How to complete this task: Which lines in the records below include the word "they"? Report each of them in full.

Entries provided below:

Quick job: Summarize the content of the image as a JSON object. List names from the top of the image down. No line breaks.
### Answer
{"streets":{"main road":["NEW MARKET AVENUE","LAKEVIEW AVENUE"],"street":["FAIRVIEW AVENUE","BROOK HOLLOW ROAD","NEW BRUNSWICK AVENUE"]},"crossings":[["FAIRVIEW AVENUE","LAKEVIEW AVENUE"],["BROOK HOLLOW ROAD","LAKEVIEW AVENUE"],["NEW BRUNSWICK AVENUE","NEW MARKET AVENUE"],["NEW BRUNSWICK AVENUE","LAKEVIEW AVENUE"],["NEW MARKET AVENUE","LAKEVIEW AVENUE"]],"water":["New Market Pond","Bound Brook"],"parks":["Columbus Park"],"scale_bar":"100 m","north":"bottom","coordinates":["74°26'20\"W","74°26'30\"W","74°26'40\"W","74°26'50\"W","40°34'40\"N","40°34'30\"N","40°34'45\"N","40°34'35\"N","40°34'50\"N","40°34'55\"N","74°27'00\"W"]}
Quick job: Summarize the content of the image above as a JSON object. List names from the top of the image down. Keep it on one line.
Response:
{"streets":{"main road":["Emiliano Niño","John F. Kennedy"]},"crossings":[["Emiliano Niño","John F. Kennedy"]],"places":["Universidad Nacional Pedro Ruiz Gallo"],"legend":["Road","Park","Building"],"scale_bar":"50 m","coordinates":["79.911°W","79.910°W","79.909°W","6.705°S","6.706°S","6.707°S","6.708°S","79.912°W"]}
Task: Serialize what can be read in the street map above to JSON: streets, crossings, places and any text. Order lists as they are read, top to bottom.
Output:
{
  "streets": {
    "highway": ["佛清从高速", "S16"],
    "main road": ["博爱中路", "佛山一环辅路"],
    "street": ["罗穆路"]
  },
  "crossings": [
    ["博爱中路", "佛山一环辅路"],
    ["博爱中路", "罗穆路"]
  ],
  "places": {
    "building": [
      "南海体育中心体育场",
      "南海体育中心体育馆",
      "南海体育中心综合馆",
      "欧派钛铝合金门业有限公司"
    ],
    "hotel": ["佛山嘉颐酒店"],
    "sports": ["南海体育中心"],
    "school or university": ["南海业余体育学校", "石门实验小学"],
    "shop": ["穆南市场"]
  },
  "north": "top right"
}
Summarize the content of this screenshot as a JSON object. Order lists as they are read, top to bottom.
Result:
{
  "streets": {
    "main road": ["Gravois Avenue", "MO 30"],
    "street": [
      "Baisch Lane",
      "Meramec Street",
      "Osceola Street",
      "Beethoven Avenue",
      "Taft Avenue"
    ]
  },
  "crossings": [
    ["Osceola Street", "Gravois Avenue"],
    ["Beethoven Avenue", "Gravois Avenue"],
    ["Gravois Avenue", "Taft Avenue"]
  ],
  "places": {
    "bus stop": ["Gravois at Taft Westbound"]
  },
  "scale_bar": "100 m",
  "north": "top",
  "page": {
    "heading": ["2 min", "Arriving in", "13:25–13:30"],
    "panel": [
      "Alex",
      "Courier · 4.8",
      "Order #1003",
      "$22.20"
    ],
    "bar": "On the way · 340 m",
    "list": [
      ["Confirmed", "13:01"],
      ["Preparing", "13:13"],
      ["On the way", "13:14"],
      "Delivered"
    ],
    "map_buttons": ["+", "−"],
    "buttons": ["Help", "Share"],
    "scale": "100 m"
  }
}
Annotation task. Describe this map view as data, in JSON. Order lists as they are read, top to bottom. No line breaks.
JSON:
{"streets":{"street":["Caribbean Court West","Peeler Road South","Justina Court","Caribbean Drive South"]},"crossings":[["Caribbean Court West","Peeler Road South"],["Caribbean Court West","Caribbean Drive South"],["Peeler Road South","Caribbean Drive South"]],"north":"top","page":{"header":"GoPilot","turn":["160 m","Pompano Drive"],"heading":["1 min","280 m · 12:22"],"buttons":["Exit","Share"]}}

End of Entries provided.

Answer for the task:
Task: Serialize what can be read in the street map above to JSON: streets, crossings, places and any text. Order lists as they are read, top to bottom.
Summarize the content of this screenshot as a JSON object. Order lists as they are read, top to bottom.
Annotation task. Describe this map view as data, in JSON. Order lists as they are read, top to bottom. No line breaks.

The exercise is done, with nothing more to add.